First things first.
You enjoy what you do…that’s apparent. That’s why you’re here. It’s not just your work you enjoy, it’s life in general. As a matter of fact, you’d love to be able to enjoy all of it more often – completely, even. That’s always the challenge. Without a doubt, you can’t have it that way unless you really want it so. In order to do that, you’ve got to be not only awesome at what you do, but awesomely productive at it.So you’re set on making that happen. Once you’ve decided that, it leads to the first important question:
“Where do I begin?”
The answer to that one is easy. You start with a plan.
If you fail to plan, then…
Having a plan in place is paramount when it comes to balancing the act we call “life.” Our brains just aren’t built to do things effectively and efficiently without a plan in place. However, deciding to plan is just the first step…it leads to even more questions.
- What are the most important things to plan for?
- What order should I prioritize them in?
- Should I plan everything?
- How should I organize my planning?
- No, seriously, should I plan everything?

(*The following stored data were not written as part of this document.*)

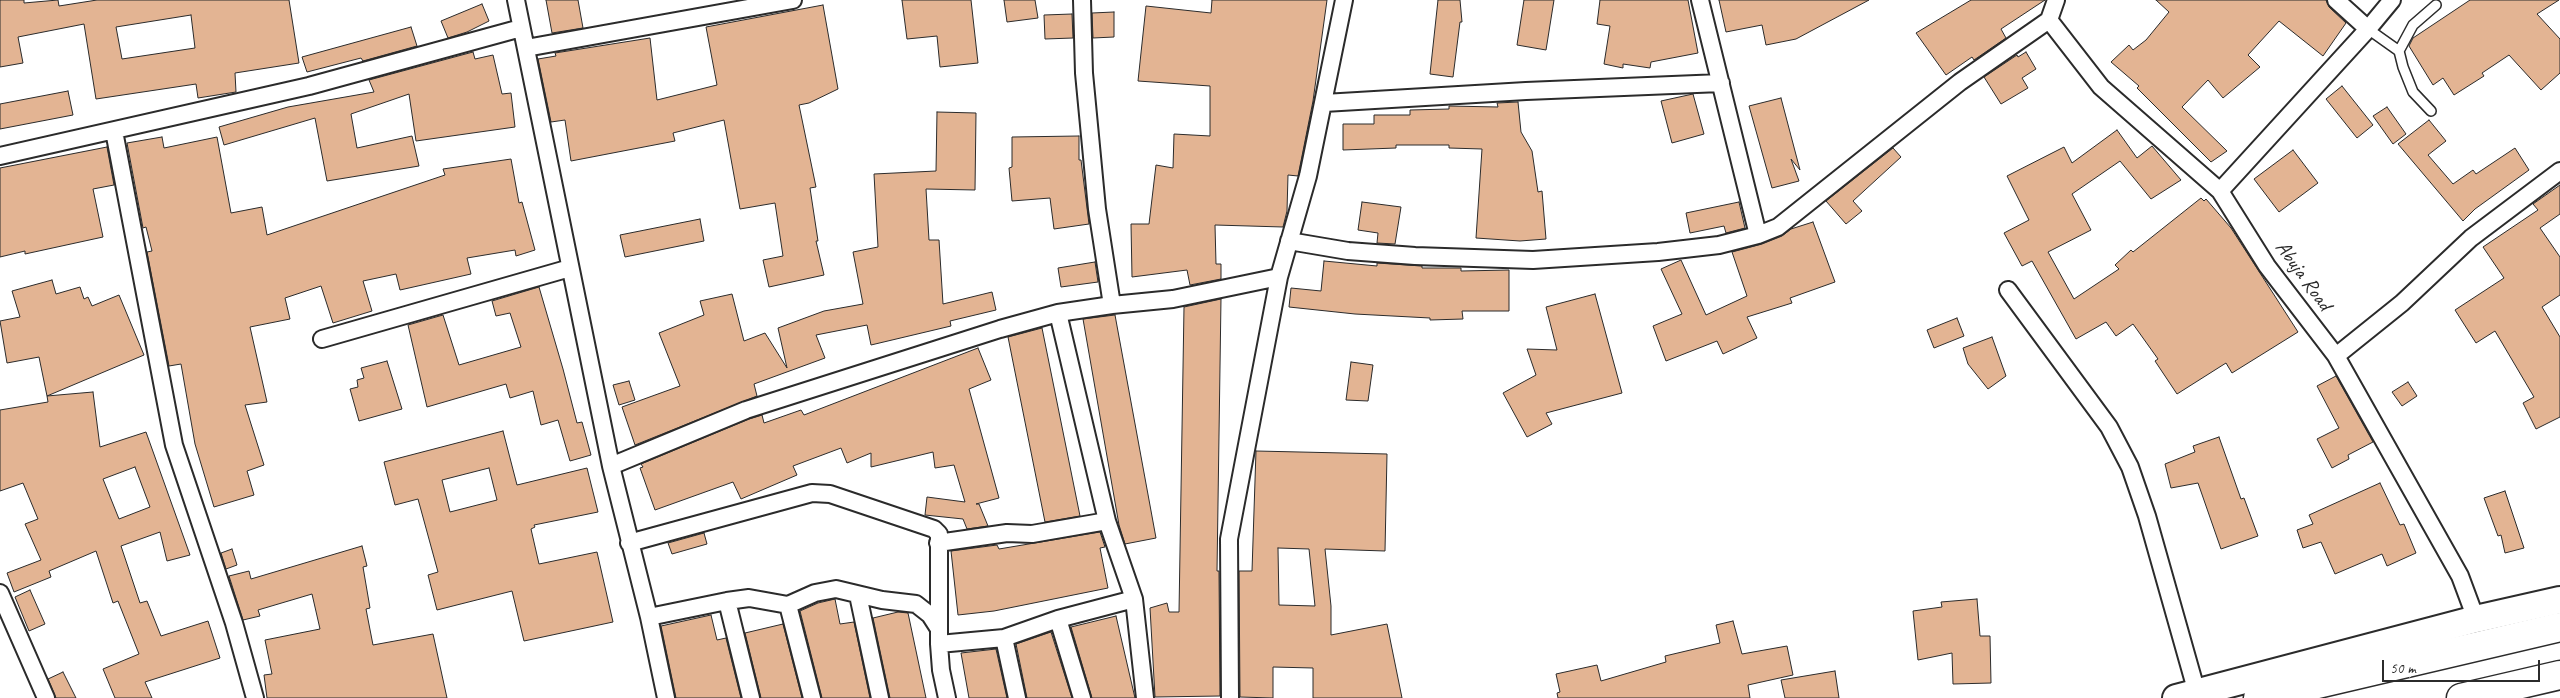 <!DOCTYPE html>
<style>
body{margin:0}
#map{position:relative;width:2560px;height:698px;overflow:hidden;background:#fff;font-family:Caveat,sans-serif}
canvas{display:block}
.scale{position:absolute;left:2382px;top:660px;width:158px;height:22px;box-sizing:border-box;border:2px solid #2b2b2b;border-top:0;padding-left:6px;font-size:15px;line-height:18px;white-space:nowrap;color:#2b2b2b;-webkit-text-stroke:4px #fff;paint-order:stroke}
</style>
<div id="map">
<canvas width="2560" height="698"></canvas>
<div class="scale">50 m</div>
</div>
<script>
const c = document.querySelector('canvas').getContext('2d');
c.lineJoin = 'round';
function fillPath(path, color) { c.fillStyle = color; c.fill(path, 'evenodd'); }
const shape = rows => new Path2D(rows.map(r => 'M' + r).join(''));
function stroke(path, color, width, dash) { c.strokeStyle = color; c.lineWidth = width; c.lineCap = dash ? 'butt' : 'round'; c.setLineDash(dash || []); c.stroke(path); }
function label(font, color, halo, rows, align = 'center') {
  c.font = font + ' Caveat,sans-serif'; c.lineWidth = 5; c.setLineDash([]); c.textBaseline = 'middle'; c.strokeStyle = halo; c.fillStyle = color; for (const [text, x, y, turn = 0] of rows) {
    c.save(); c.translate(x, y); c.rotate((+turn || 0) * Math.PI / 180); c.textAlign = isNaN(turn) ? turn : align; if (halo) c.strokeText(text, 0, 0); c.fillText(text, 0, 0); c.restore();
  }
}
const building = shape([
 [0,0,24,0,24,3,58,0,59,6,97,0,289,0,299,63,235,73,236,92,198,98,196,84,96,99,84,24,18,37,23,63,0,67,0,0],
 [191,15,195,48,122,59,116,27,191,15],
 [546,0,578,0,583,28,552,33,546,0],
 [902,0,971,0,978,63,940,67,937,36,907,39,902,0],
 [1004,0,1035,0,1038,18,1007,22,1004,0],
 [1212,0,1327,0,1313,101,1298,176,1288,175,1287,211,1283,227,1215,225,1216,264,1221,264,1221,279,1190,285,1187,270,1132,277,1131,224,1149,224,1156,165,1173,168,1174,134,1210,136,1210,86,1138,81,1146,6,1211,13,1212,0],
 [1438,0,1460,0,1462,22,1460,22,1453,77,1430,74,1438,0],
 [1524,0,1554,0,1546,50,1517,45,1524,0],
 [1600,0,1688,0,1698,53,1651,62,1650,68,1623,64,1623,68,1604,64,1610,26,1597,24,1600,0],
 [1719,0,1869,0,1796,39,1766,45,1762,25,1726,32,1719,0],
 [1971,0,2045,0,2001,29,2006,38,1974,60,1972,57,1946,75,1916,33,1971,0],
 [2156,0,2326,0,2329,7,2346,23,2323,56,2279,21,2248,55,2260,67,2223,98,2208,80,2182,107,2227,151,2211,162,2137,88,2139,86,2111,62,2129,45,2133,50,2146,40,2169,12,2156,0],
 [2470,0,2559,0,2537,14,2560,39,2560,73,2541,90,2509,55,2482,73,2484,76,2454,95,2443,78,2433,85,2409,46,2413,38,2470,0],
 [482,4,489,21,467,32,448,38,441,21,482,4],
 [823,5,838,89,809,103,799,105,816,187,810,188,818,241,816,241,824,275,769,287,763,260,783,256,775,203,740,209,724,120,673,133,675,141,571,161,565,120,551,122,538,59,556,56,555,53,650,38,657,100,717,85,706,27,823,5],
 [1114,12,1114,37,1093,38,1092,13,1114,12],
 [1072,14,1073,38,1045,39,1044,15,1072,14],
 [411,27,417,46,363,61,361,58,307,72,302,57,411,27],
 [473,52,475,59,493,55,502,94,511,93,515,127,416,141,409,94,351,114,357,148,412,136,419,166,327,181,315,118,224,145,219,127,288,107,374,92,369,80,473,52],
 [2026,52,2036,69,2022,78,2028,88,2001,104,1984,77,2017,55,2018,57,2026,52],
 [2342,86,2373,125,2357,138,2326,99,2342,86],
 [68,91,73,115,0,129,0,104,68,91],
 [1693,94,1704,134,1672,143,1661,101,1693,94],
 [1781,98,1800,170,1791,159,1799,181,1772,188,1749,106,1781,98],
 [1518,102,1521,132,1532,151,1538,192,1542,191,1546,239,1520,241,1476,238,1482,149,1449,148,1449,145,1396,145,1396,148,1343,150,1343,124,1374,124,1374,115,1410,115,1410,110,1449,109,1449,106,1498,107,1497,103,1518,102],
 [2387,107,2406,134,2393,144,2373,116,2387,107],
 [937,112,976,113,975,190,926,189,929,240,939,240,943,304,992,292,996,310,950,321,951,326,871,345,867,325,816,335,825,358,754,384,757,396,635,445,622,407,680,386,659,333,704,315,700,301,732,294,744,341,765,333,787,368,778,328,824,311,863,304,853,252,878,247,874,174,936,171,937,112],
 [2429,120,2446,141,2428,155,2453,184,2473,170,2476,174,2515,148,2529,170,2475,209,2463,221,2398,144,2429,120],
 [2117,130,2137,158,2152,146,2181,180,2151,199,2120,161,2072,194,2091,230,2048,252,2074,299,2119,269,2115,265,2131,250,2133,252,2201,198,2204,201,2206,199,2231,228,2298,332,2232,373,2226,363,2177,394,2155,361,2158,359,2133,324,2116,336,2106,322,2076,339,2032,261,2022,266,2004,233,2029,220,2007,176,2064,147,2072,163,2117,130],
 [1079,136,1079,160,1081,160,1089,224,1054,229,1050,198,1012,201,1009,168,1012,167,1012,137,1079,136],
 [162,137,164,148,217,137,231,213,262,207,267,235,445,175,443,169,511,159,519,203,522,202,535,250,516,256,515,250,467,258,471,274,400,290,396,274,363,281,372,311,333,323,321,286,285,298,290,319,250,327,267,402,245,405,264,465,247,471,254,495,214,507,195,444,181,364,169,366,147,252,152,251,146,227,143,228,127,143,162,137],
 [107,147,114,185,93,189,103,237,25,254,25,251,0,257,0,168,107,147],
 [1893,148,1901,157,1853,201,1862,211,1846,224,1826,201,1893,148],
 [2293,150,2318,183,2279,212,2254,179,2293,150],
 [2560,185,2560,214,2540,228,2560,257,2560,295,2542,307,2560,337,2560,417,2536,429,2523,403,2534,397,2495,331,2476,343,2455,310,2504,278,2483,247,2538,210,2533,204,2560,185],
 [1362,202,1401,207,1395,244,1377,243,1378,233,1358,230,1362,202],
 [1739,202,1745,228,1726,233,1724,226,1690,233,1686,213,1739,202],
 [700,219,704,241,625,257,620,235,700,219],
 [1813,222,1835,282,1790,298,1792,303,1747,317,1757,338,1723,354,1717,341,1666,361,1653,326,1682,314,1661,269,1681,260,1706,315,1747,296,1732,252,1762,244,1782,236,1791,229,1813,222],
 [1324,261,1377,266,1377,263,1422,266,1422,268,1461,268,1461,271,1509,270,1509,311,1462,311,1463,319,1430,320,1430,318,1355,314,1289,307,1291,288,1321,291,1324,261],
 [1095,262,1098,282,1061,287,1058,268,1095,262],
 [52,280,56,294,80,287,84,299,88,297,92,306,119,295,144,355,47,396,39,357,7,363,0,321,20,317,12,291,52,280],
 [539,287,563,369,577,423,582,422,591,455,570,461,558,420,541,425,533,391,510,398,506,384,427,407,408,325,443,315,459,365,521,347,510,313,496,316,492,301,539,287],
 [1595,294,1622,393,1546,413,1552,424,1527,437,1503,393,1536,375,1527,349,1557,350,1546,307,1595,294],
 [1221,299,1217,571,1219,571,1220,696,1155,697,1150,608,1167,603,1169,612,1179,612,1184,307,1221,299],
 [1115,315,1156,538,1125,544,1119,525,1083,319,1115,315],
 [1957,318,1964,336,1934,348,1927,330,1957,318],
 [1042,328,1080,516,1045,522,1008,337,1042,328],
 [1992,337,2006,376,1988,389,1968,364,1963,348,1992,337],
 [978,348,991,380,969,389,999,498,976,504,979,504,988,526,967,529,963,519,925,515,927,497,965,502,954,465,935,468,933,452,871,467,871,453,847,463,841,448,793,466,797,475,741,499,733,482,655,510,640,468,643,467,641,464,749,419,762,415,764,423,801,410,804,415,978,348],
 [387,361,402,409,359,421,350,389,358,387,357,380,364,378,361,368,387,361],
 [1351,362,1373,365,1368,401,1346,400,1351,362],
 [2336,376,2373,442,2348,455,2349,459,2332,468,2317,439,2339,428,2317,386,2336,376],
 [629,381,635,400,619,405,613,385,629,381],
 [2408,382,2417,396,2402,406,2392,392,2408,382],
 [93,392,100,447,146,432,190,555,167,561,160,532,121,546,140,603,147,601,161,636,208,621,220,658,145,682,152,698,115,698,103,669,139,654,118,601,113,603,96,551,49,571,51,577,14,592,7,573,41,560,25,524,38,519,23,483,0,491,0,410,48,402,47,396,93,392],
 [135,467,150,507,119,519,103,479,135,467],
 [503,431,517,485,587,468,598,512,534,525,535,527,531,529,539,564,597,552,613,622,524,641,512,591,437,610,428,575,438,572,418,499,395,505,384,462,503,431],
 [489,468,497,500,450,512,442,480,489,468],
 [2219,437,2241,499,2244,498,2258,536,2221,549,2198,483,2171,488,2165,464,2195,452,2193,446,2219,437],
 [1256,451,1387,454,1385,551,1325,549,1331,606,1331,635,1387,624,1402,698,1313,698,1313,668,1273,667,1273,698,1240,697,1239,571,1252,571,1256,451],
 [1278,548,1309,549,1315,606,1279,605,1278,548],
 [2380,483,2400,525,2404,524,2416,553,2387,566,2382,554,2335,574,2321,542,2303,548,2297,530,2313,524,2309,515,2380,483],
 [2505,491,2524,548,2505,553,2501,535,2498,536,2484,498,2505,491],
 [1100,532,1105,547,1100,548,1108,588,994,611,958,615,951,551,997,545,999,549,1100,532],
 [704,533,707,544,672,554,668,543,704,533],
 [362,546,367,566,363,567,370,608,366,609,373,645,433,634,447,698,267,698,264,675,272,674,265,640,320,629,312,594,258,610,260,616,243,620,229,576,249,571,251,579,362,546],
 [232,549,237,565,226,569,221,553,232,549],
 [30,590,45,624,29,631,15,597,30,590],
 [835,599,840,624,854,622,870,698,822,698,800,611,818,603,835,599],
 [1977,599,1980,636,1990,636,1991,683,1953,684,1952,653,1918,660,1913,611,1942,607,1941,602,1977,599],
 [898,612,908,613,926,698,890,698,873,618,898,612],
 [711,615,717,640,726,638,741,698,676,698,661,626,711,615],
 [1116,616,1135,698,1092,698,1071,627,1116,616],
 [1733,621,1742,654,1787,646,1793,675,1748,685,1750,698,1558,698,1557,693,1560,692,1556,674,1597,665,1601,681,1666,662,1665,656,1720,643,1716,625,1733,621],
 [783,624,802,698,761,698,745,633,783,624],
 [1051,632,1072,698,1027,698,1016,644,1051,632],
 [996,649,1007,698,969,698,961,653,996,649],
 [1835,671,1839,698,1785,698,1781,680,1835,671],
 [63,672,76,698,56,698,48,679,63,672]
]);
fillPath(building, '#e3b493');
stroke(building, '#2b2b2b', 1);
const lane = shape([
 [2368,29,2399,51],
 [2431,111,2413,92,2403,67,2399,51,2413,25,2436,5]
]);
const street = shape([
 [516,0,611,466,649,617,666,698],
 [1082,0,1084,73,1097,209,1112,305],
 [1700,0,1758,235],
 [2336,0,2368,29],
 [2049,20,2101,87,2220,191,2267,266,2336,356,2460,576,2476,619],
 [2049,20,2056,0],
 [526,48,793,0],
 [1324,103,1526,91,1721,83],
 [114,131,174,445,234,623,255,698],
 [0,156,309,86,521,28],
 [2220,191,2368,29,2392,0],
 [1289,241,1348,251,1415,256,1533,260,1658,252,1719,245,1758,235,1778,227,1960,82,2049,20],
 [2008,290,2109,427,2130,467,2147,516,2197,693],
 [1058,313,1107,521,1134,599,1145,698],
 [322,339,570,268],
 [2336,356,2402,303,2471,238,2560,171],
 [611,466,746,410,1000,329,1058,313,1112,305,1173,299,1279,277],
 [629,543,812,493,830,494,934,529,939,534,939,644,941,670,947,698],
 [938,543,1007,533,1032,534,1107,521],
 [0,593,46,698],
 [858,595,880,698],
 [727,601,749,598,788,605,815,593,836,589,882,600,916,604,930,615,939,629],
 [788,605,812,698],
 [649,617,727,601,751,698],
 [1058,619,1082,698],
 [1004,638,1017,698],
 [939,644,1004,638,1058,619,1134,599],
 [1230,698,1229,539,1279,277,1308,176,1344,0]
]);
const primary = shape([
 [2176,698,2476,619,2560,600]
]);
const highway = shape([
 [2258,698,2560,627],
 [2461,698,2560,675]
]);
stroke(lane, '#2b2b2b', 12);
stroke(street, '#2b2b2b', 20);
stroke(primary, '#2b2b2b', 30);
stroke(highway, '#2b2b2b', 31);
stroke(lane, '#fff', 9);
stroke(street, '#fff', 16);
stroke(primary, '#fff', 26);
stroke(highway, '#fff', 28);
label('21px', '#2b2b2b', '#fff', [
 ["Abuja Road",2303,276,54]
]);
</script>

I’m not going to get into all of those…we’ll explore a lot of that stuff over the course of the next few months. What I’m going to do is hopefully set you on the path to becoming more productive by answering the question you need to answer yourself first:
“How should I record my planning?”
Not such a simple answer to this question, I’m afraid. It’s pretty subjective, really. What it boils down to is how your brain works. Whatever way works for one person will not work for another. Bottom line is that you have to choose something. I’ve touched on this before. While the options are vast, the ways in which you get things down (in order to get things done) fall into three areas:
- Paper planning
- Software planning
- Web planning (the newest of the bunch)
There are pros and cons to each. Ultimately, it’ll boil down to what you deal with best that will measure your success.
You don’t need anything fancy (although it does help some to have that structure in place beforehand), you just need something consistent. There’s something holistic about writing things down on paper to keep on track. I don’t know if it’s some sort of link from the paper to your brain or if you pay attention more when you’re writing as opposed to typing. It works for a lot of people, though.
- Very portable
- Tends to “stick” better
- Tried and true method
- Not terribly “green”
- More difficult to file
- Can cause “electronic redundancy”
Want to be part of the 20th century? This is the method for you (I say 20th century because there’s another method that’s a tad newer…). Productivity software is a huge category; there are a lot of choices out there whether you are a Windows, Mac or Linux user. Many even have a mobile version of their product so that you can take your plans wherever you go. These programs can store a ton of info and in several different categories without filling your file cabinet. If you’ve got a lot going on, this may be the way to go.
- Very robust
- Plenty of choices (so many!)
- Support available
- Can be very complex and rigid
- Plenty of choices (too many!)
- Not necessarily long-lasting
The newest method of planning is done over “the cloud” – or so those who design these new methods would have you do. The great thing about these is that you have the ability to not bog down your own computer with tasks and to-do lists and can be at computer anywhere and have access to what you need to do. These systems also have the ability to “sync” with your mobile device as well. But what if “the cloud” breaks? Well, you can download your items as well, but then where do you put them? The latest methods of allowing you to be more productive also raises just as many questions as it professes to provide answers.
- Accessible at any computer
- (Again) Lots of choices
- Tends to be more adaptable than proprietary software solutions
- Monthly usage fees (where applicable) can add up
- (Again) Lots of choices
- Your data resides on the Internet
The Dilemma Is Yours…
But it doesn’t have to be. It’s going to be a challenge deciding which way to go when it comes to your all-around planning practices. I’ll give you some insight on my own methods…which are two-fold.
I’ve been using paper for pretty much all of my life. I keep going back to it, despite having a ton of productivity tools at my disposal. However, I can feel a shift coming on as my projects become grander and my freelancing becomes more diversified. Paper planning is good to keep tabs on thins, but software is far better at handling project planning. So, I’m likely headed back to electronic productivity methods over the course of the summer…but it will be a gradual shift.
There are two things I’ve learned during my study of productivity over the years. One is that if you’re going to make a change in how you do things, make sure you do it right. That, of course, takes planning. The second thing is to make a change and commit to it.
So whether you decide to commit your plans to paper, software or the web, do one thing for certain…commit all the way.